LAME DEER, Mont. (AP) — A wildfire bore down on rural southeastern Montana towns Thursday as continuing hot, dry weather fanned the flames.
Several thousand people in Montana remained under evacuation orders as the Richard Spring Fire advanced across the sparsely-populated Northern Cheyenne Indian Reservation.
Primed by heavy, swirling winds and hot temperatures, the Montana fire spread in multiple directions, torching trees and sending off embers that propelled the flames across the dry landscape.
The blaze began Sunday and winds gusting up to 56 miles per hour (90 kilometres per hour) caused it to explode across more than 260 square miles (670 square kilometers) by Thursday.
The fire had crept within about 2 miles (3.2 kilometers) of the eastern edge of the evacuated town of Lame Deer, leaping over a highway where officials had hoped to stop it.
After a second fire ignited just west of the town and quickly spread, tribal officials late Wednesday urged residents who did not heed the initial evacuation order to flee.
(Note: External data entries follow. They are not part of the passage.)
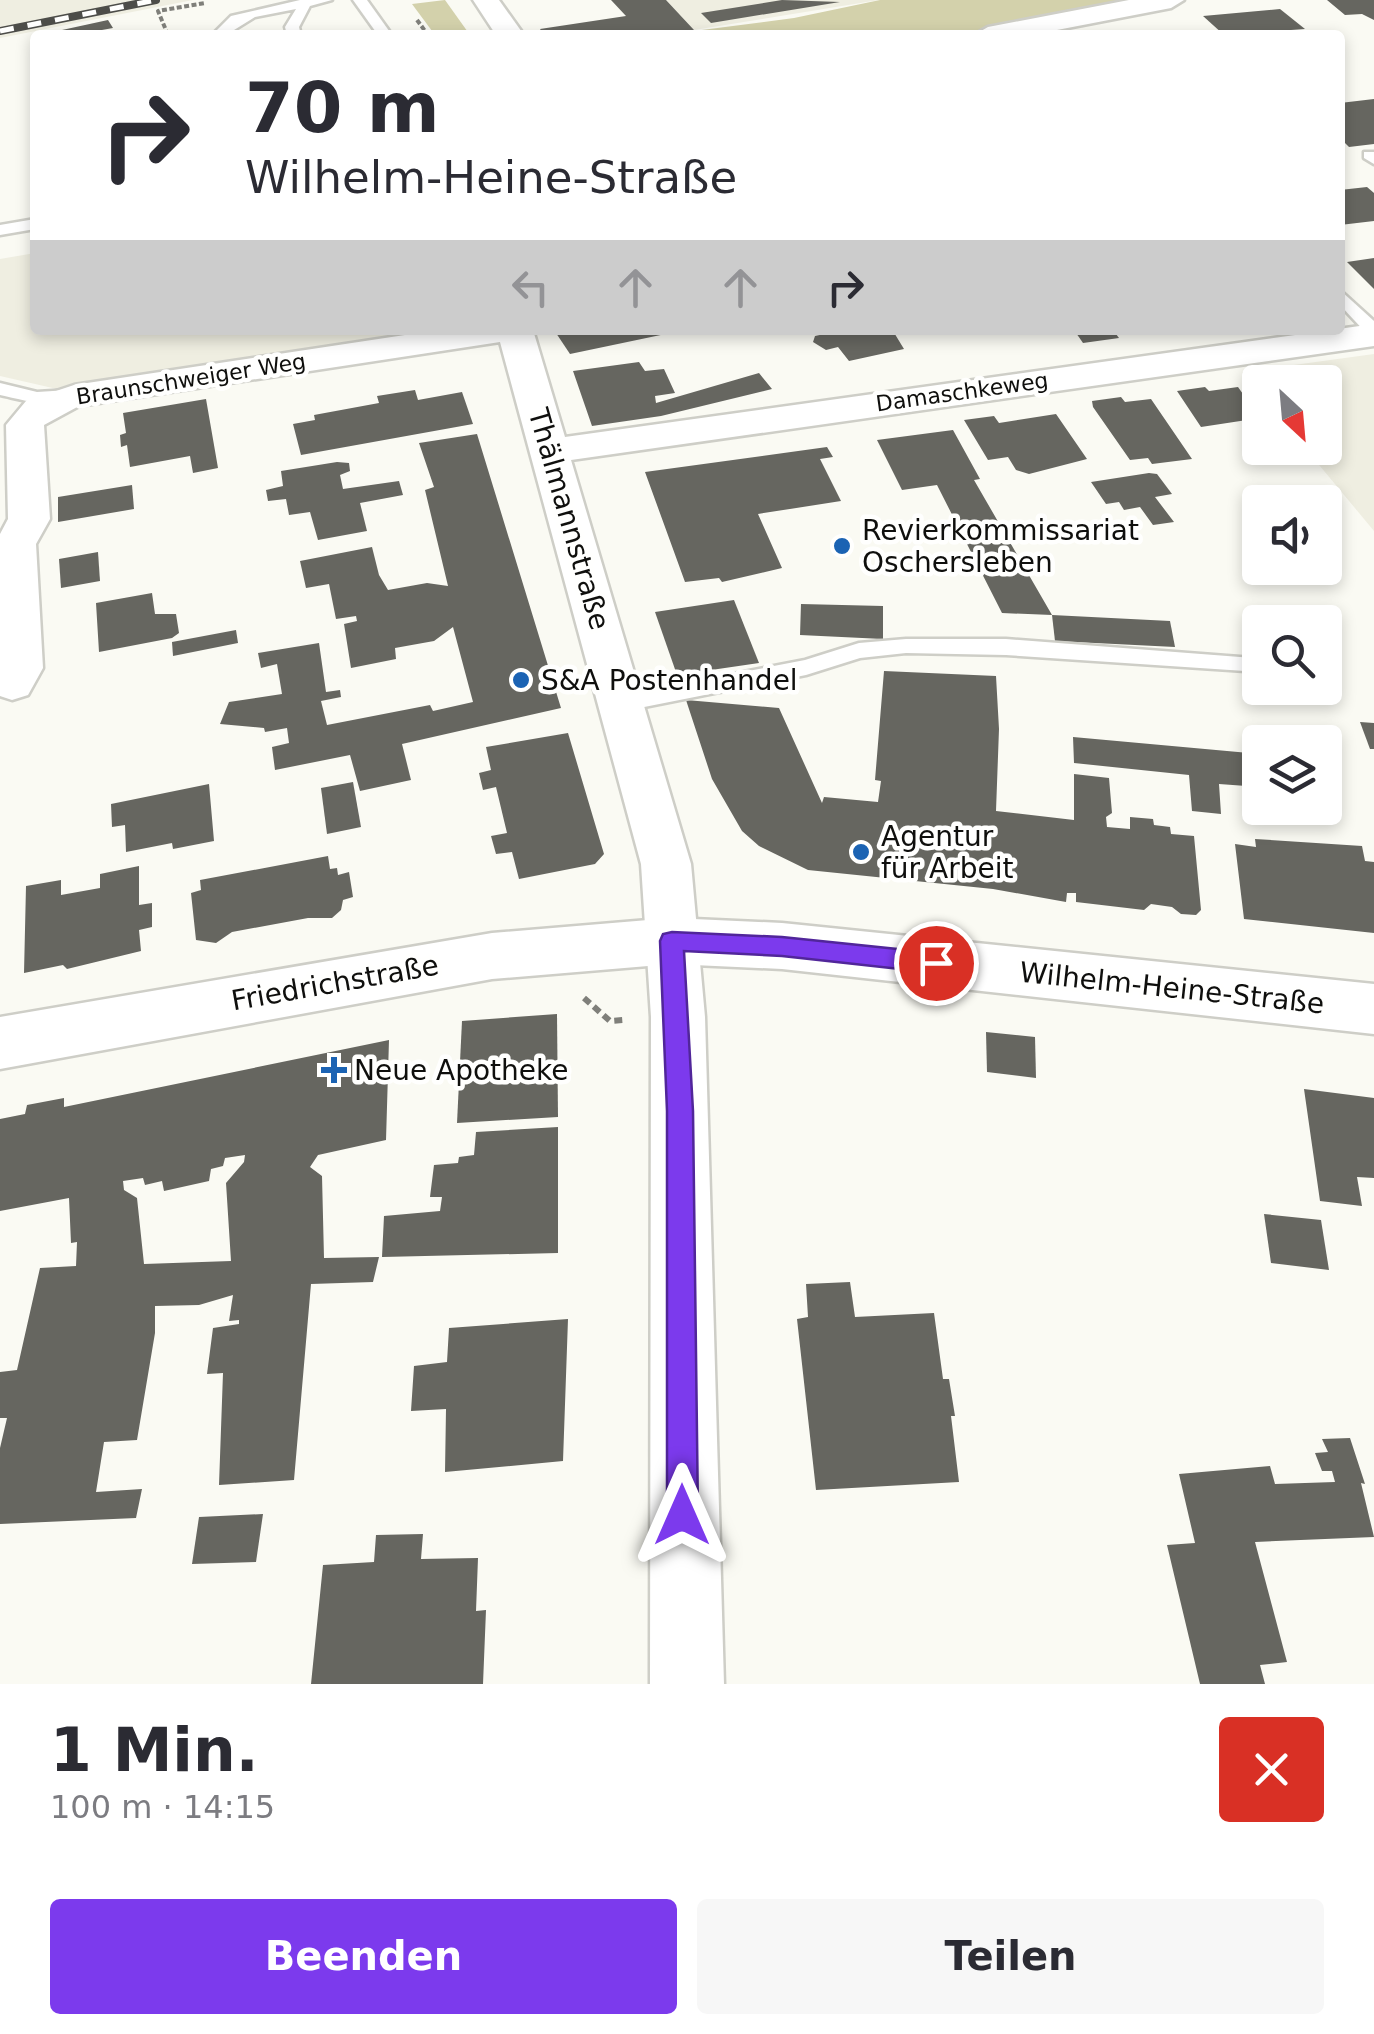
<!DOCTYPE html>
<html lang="de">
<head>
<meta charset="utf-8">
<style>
	:root { --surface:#fff; --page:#f7f7f7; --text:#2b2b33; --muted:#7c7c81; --accent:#7c3aed }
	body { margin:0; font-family:"DejaVu Sans",sans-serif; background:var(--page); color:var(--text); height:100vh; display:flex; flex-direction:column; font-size:38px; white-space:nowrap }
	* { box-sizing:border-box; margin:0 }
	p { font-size:32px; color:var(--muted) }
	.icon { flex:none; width:55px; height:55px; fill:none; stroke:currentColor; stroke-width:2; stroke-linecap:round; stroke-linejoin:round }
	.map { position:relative; height:1684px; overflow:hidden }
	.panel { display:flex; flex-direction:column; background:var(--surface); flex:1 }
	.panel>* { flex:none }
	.top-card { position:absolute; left:30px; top:30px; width:1315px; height:305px; border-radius:10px; box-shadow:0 5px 15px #0003; background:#fff; color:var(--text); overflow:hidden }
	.needle { width:65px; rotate:154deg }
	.fabs { position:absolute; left:1242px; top:365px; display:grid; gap:20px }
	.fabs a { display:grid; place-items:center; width:100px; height:100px; border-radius:10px; background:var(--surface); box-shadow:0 5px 15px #0003; font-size:50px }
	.pin { position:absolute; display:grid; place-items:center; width:85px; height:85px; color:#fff; margin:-42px; border:5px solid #fff; border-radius:50%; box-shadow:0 2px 10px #0007 }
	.me { position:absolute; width:110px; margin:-55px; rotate:0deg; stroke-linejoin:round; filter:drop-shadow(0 0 8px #0008) }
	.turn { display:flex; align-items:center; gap:35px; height:210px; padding:0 50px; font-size:45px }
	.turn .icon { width:130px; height:130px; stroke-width:2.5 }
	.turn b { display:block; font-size:70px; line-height:85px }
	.lanes { display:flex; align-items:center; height:95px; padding:0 50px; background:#0003; justify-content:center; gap:50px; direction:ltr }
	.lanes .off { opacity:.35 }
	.round { display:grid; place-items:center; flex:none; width:105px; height:105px; border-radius:10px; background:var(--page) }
	.headline { display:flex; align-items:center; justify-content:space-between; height:170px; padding:0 50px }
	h1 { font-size:60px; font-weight:600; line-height:75px }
	.action { display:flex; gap:20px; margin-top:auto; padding:20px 50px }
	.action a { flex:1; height:115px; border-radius:10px; background:var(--accent); color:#fff; font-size:40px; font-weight:600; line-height:115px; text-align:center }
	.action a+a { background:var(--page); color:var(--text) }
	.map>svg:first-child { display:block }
	.built { fill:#efeee1 }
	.green { fill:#d3d1ab }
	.building { fill:#666660; fill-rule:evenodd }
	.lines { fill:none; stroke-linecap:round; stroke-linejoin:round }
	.lane-casing { stroke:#cecec7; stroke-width:5 }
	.street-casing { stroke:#cecec7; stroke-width:5 }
	.secondary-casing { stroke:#cecec7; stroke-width:5 }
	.path-far1 { stroke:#7f7f7a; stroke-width:4; stroke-dasharray:5 2.5; stroke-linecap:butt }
	.path { stroke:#7f7f7a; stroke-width:6; stroke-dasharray:8 5; stroke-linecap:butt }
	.lane { fill:#fff; fill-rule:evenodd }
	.street { fill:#fff; fill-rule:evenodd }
	.secondary { fill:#fff; fill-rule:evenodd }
	.rail-casing { stroke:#4d4d49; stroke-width:8 }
	.rail { stroke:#fffffe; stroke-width:5; stroke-dasharray:14; stroke-linecap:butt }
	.route { fill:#7c3aed; stroke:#51269a; stroke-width:2.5 }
	.poi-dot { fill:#1b63b3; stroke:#fffffe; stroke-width:4 }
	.labels { text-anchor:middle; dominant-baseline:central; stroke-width:9; stroke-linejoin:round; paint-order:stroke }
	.far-street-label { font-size:22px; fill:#0f0f0d; stroke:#fffffe }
	.street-label { font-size:28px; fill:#0f0f0d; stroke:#fffffe }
	.poi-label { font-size:28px; fill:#0f0f0d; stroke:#fffffe; text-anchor:start }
</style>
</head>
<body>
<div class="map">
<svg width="1374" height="1684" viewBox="0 0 1374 1684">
	<rect width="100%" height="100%" fill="#fafaf3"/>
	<g class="built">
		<polygon points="0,0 193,0 0,38"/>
		<polygon points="666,0 879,0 694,30"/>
		<polygon points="35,253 35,330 443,330 57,389 0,376 0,259"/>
		<polygon points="1374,354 1374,531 1305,448 1325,448 1325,382 1260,382 1260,394 1242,372"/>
	</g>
	<g class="green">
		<polygon points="445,0 470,35 435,35 412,4"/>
		<polygon points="880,0 1144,0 952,35 663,35 794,18"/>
	</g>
	<g class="building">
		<polygon points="611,0 666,0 694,30 663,35 544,35 540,29 626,16"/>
		<polygon points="782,0 840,2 711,23 701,13"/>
		<polygon points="1327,0 1374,0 1374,20 1362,14 1345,15"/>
		<polygon points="1280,9 1305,29 1224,35 1203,16"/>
		<polygon points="108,20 113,28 74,35 39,35"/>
		<polygon points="1374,99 1374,144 1349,147 1340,138 1340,103"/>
		<polygon points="1367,187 1374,193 1374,221 1340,225 1340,190"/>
		<polygon points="1374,258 1374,289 1347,262"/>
		<polygon points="554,330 675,330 675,332 570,354"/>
		<polygon points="843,330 893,331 904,349 849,361 838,347 826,350 813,342 815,336"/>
		<polygon points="1074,330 1113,330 1119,338 1083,343"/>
		<polygon points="639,362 645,371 664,369 675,393 655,396 656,403 759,373 772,389 661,416 592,426 573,371"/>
		<polygon points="1205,387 1209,391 1238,387 1260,418 1201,427 1177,391"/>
		<polygon points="415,390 418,400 462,392 473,424 301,455 293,424 315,420 314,415 379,403 377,396"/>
		<polygon points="1121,397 1125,402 1151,399 1192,459 1152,464 1148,458 1130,460 1093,407 1092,401"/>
		<polygon points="206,399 218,468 193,473 190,456 130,467 127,445 121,447 120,435 126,433 123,413"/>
		<polygon points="1056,414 1087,459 1029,474 1016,470 1008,457 988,460 964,420 994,416 999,423"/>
		<polygon points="953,430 980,479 974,480 1052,615 1002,613 937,485 902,490 877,440"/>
		<polygon points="477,434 561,708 402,744 411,780 360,791 350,755 275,770 272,747 289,743 287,728 265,732 264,728 220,724 229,702 282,694 277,664 261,668 258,653 319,643 326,692 340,690 341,697 321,701 327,725 430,705 433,711 473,702 453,627 434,641 395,648 396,659 351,668 344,624 357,621 356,616 336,619 329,584 306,588 300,561 372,547 379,575 388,590 427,583 448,586 425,490 434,487 419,443"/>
		<polygon points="827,447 833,457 820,459 841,501 758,514 782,568 722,582 719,578 685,582 645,472"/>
		<polygon points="1280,448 1302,448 1309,456 1289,459"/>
		<polygon points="337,462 349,463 350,471 340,475 343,489 399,481 403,495 360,503 367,531 318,540 310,512 289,515 286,499 268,501 266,490 283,486 281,471"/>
		<polygon points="1149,473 1157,474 1172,494 1155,497 1174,522 1153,525 1140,507 1124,510 1119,502 1106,504 1091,482"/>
		<polygon points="132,485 134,509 58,522 58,497"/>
		<polygon points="98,552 100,581 61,588 59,559"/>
		<polygon points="152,593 155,614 176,614 179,633 172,638 99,652 96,603"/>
		<polygon points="734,600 759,663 677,675 655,612"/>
		<polygon points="801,604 883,606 883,639 800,635"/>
		<polygon points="1052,615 1170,621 1175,647 1055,641"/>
		<polygon points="236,630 238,643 173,656 172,642"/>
		<polygon points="884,671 996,676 999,729 996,811 1074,820 1074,774 1109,778 1112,813 1106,817 1107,827 1130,829 1130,817 1153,819 1154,825 1170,827 1171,834 1194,836 1201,910 1196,915 1181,914 1172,907 1151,904 1144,910 1076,902 1076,893 1067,893 1066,902 993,889 808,870 759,846 742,831 712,779 686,700 779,708 822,803 824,797 878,802 881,781 875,780"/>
		<polygon points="1360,722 1374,723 1374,749 1370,749"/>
		<polygon points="568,733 604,854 595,864 519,879 512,852 496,854 491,836 507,833 496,787 483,790 479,773 491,770 486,747"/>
		<polygon points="1073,737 1260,754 1260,787 1219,784 1221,814 1192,811 1189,775 1074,763"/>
		<polygon points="353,782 361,827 327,834 321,788"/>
		<polygon points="209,784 214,841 173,849 172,843 126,852 125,825 112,827 111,804"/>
		<polygon points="1255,839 1362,846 1365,861 1374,862 1374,933 1244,919 1235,844 1256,847"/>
		<polygon points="328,856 330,869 337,868 338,875 349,872 353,897 343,900 341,910 332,918 308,918 232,932 216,943 196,940 191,893 201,890 200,880"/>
		<polygon points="139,866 139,905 152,903 152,927 139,930 141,951 67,969 63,965 24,973 26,886 61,880 61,895 100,888 100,874"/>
		<polygon points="557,1014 558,1117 457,1123 462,1021"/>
		<polygon points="986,1032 1035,1037 1036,1078 987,1072"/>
		<path d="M389 1040 386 1140 318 1155 310 1167 322 1176 324 1258 379 1257 373 1282 311 1284 294 1480 219 1485 223 1373 207 1374 213 1328 239 1324V1320L229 1321 233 1295 199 1305 155 1306V1333L137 1440 104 1442 96 1492 142 1489 136 1518 0 1524V1448L7 1418H0V1372L17 1370 40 1268 76 1266 77 1242 71 1243 69 1198 0 1211V1119L25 1114 27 1105 64 1098V1107ZM245 1155 244 1162 226 1183 231 1261 144 1264 137 1198 124 1190 123 1181 143 1178 145 1185 162 1181 164 1191 209 1181 211 1169 223 1166 225 1158Z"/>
		<polygon points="1304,1089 1374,1098 1374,1178 1357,1177 1362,1206 1320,1201"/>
		<polygon points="558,1127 558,1253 382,1257 384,1216 440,1211 442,1197 430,1197 434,1165 458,1163 459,1157 474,1155 476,1132"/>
		<polygon points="1264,1214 1321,1220 1329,1270 1271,1263"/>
		<polygon points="850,1282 855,1317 934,1313 943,1379 949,1379 955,1416 951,1416 959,1482 816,1490 797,1319 808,1317 806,1284"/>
		<polygon points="568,1319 563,1461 445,1472 446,1409 411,1411 414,1366 447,1362 449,1328"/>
		<polygon points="1350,1438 1365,1484 1361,1483 1374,1537 1255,1542 1287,1662 1260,1665 1265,1684 1200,1684 1167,1545 1195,1543 1179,1474 1270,1466 1275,1484 1335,1482 1332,1471 1322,1471 1315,1453 1328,1452 1322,1439"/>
		<polygon points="263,1514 256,1562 192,1564 199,1517"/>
		<polygon points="423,1534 421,1559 478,1558 476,1611 486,1610 483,1684 311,1684 323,1565 374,1562 376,1535"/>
	</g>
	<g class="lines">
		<defs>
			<g id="lane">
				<polygon points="300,0 332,0 310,6 299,27 301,35 287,35 285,27 296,9 255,17 226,35 212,35 231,16"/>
				<polygon points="353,0 367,0 392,35 378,35"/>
				<polygon points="1364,152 1374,152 1374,164 1364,158"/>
				<polygon points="35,219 35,229 0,235 0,225"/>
				<polygon points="1340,290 1374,321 1374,336 1368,335 1340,305"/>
				<path d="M0 383 37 392 69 390 78 396C57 411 24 400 0 395Z"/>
				<polygon points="906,639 1006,639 1253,658 1260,660 1260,672 1006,655 906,653 860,658 806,675 624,711 612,703 624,695 805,660 859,643"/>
			</g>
			<g id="street">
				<polygon points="473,0 499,0 524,35 496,35"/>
				<polygon points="1129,0 1184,0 1171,8 1031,35 974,35 988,27"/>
				<polygon points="1374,324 1374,346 571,460 691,864 705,1017 724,1684 650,1684 651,1017 641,864 500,342 79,406 44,425 50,519 36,544 43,668 28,695 12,700 0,696 0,534 8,519 6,425 26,401 74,385 438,330 533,330 565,437"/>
			</g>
			<polygon id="secondary" points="672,918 782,923 1374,984 1374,1034 782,969 672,964 492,979 0,1069 0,1017 492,933"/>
		</defs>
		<use href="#lane" class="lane-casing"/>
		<use href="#street" class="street-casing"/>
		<use href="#secondary" class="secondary-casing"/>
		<g class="path-far1">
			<polyline points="417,20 428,35"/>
			<polyline points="168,35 158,11 205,3"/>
		</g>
		<polyline class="path" points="584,998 610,1021 623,1020"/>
		<use href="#lane" class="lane"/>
		<use href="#street" class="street"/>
		<use href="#secondary" class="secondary"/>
		<defs>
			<polyline id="rail" points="0,31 156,0"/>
		</defs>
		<use href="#rail" class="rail-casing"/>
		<use href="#rail" class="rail"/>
	</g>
	<polygon class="route" points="672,932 782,937 936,953 945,956 948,963 945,970 936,973 782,956 684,951 693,1111 698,1515 693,1526 682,1531 671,1526 667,1515 667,1111 660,941 663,934"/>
	<g class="poi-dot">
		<circle cx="842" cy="546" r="10"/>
		<circle cx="521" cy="680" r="10"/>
		<circle cx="861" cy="852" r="10"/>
		<path d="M329 1055h10v10h10v10h-10v10h-10v-10h-10v-10h10z"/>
	</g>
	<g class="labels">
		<g class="far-street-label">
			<text transform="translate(191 379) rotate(-9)">Braunschweiger Weg</text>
			<text transform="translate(962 392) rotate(-8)">Damaschkeweg</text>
		</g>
		<g class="street-label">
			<text transform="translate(569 519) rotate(74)">Thälmannstraße</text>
			<text transform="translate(335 983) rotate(-10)">Friedrichstraße</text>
			<text transform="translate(1172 988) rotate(6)">Wilhelm-Heine-Straße</text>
		</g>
		<g class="poi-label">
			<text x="862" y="530">Revierkommissariat<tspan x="862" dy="32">Oschersleben</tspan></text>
			<text x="541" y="680">S&amp;A Postenhandel</text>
			<text x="881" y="836">Agentur<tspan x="881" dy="32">für Arbeit</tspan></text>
			<text x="354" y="1070">Neue Apotheke</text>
		</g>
	</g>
</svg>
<div class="fabs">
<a><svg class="needle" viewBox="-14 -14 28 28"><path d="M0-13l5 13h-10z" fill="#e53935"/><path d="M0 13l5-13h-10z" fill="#7c7c81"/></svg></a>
<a><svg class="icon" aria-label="sound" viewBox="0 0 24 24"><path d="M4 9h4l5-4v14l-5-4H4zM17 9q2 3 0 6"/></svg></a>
<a><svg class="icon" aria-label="search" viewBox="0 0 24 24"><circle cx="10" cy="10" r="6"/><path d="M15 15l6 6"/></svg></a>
<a><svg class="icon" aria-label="layers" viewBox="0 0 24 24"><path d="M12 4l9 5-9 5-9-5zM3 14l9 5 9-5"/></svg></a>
</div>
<div class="pin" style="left:936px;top:963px;background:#d93025"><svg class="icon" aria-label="arrive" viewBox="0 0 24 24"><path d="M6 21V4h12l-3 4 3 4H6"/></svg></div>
<svg class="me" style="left:682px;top:1515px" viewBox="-20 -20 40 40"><path d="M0-17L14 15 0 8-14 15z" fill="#7c3aed" stroke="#fff" stroke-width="4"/></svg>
<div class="top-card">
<div class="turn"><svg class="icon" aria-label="right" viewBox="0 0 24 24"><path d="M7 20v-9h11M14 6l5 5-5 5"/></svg><div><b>70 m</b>Wilhelm-Heine-Straße</div></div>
<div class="lanes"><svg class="icon off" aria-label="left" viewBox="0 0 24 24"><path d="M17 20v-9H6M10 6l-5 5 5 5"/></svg><svg class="icon off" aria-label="ahead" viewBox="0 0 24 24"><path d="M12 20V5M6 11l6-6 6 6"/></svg><svg class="icon off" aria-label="ahead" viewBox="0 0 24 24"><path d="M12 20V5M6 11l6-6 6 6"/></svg><svg class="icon" aria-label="right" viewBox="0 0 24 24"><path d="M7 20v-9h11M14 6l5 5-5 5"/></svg></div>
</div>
</div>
<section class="panel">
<div class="headline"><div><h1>1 Min.</h1><p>100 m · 14:15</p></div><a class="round" style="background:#d93025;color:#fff"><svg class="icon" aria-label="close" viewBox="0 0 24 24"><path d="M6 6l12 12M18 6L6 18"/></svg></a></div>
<div class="action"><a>Beenden</a><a>Teilen</a></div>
</section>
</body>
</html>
Busses were being brought in to move people to a school in the community of Busby, about 15 miles (24 kilometers) away.
Firefighters worked into early Thursday morning on hills around Lame Deer to keep the blaze from destroying houses, officials said.
There were no immediate damage reports about buildings.
Also ordered to leave were about 600 people in and around Ashland, a small town just outside the reservation. Local, state and federal firefighters were joined by ranchers using their own heavy equipment to carve out fire lines around houses.
Cooler weather and less wind was in the weather forecast for southeastern Montana Thursday, the National Weather Service said. That could give firefighters brief relief before a ridge of high pressure moves into the area and pumps temperatures into the 90s over the weekend.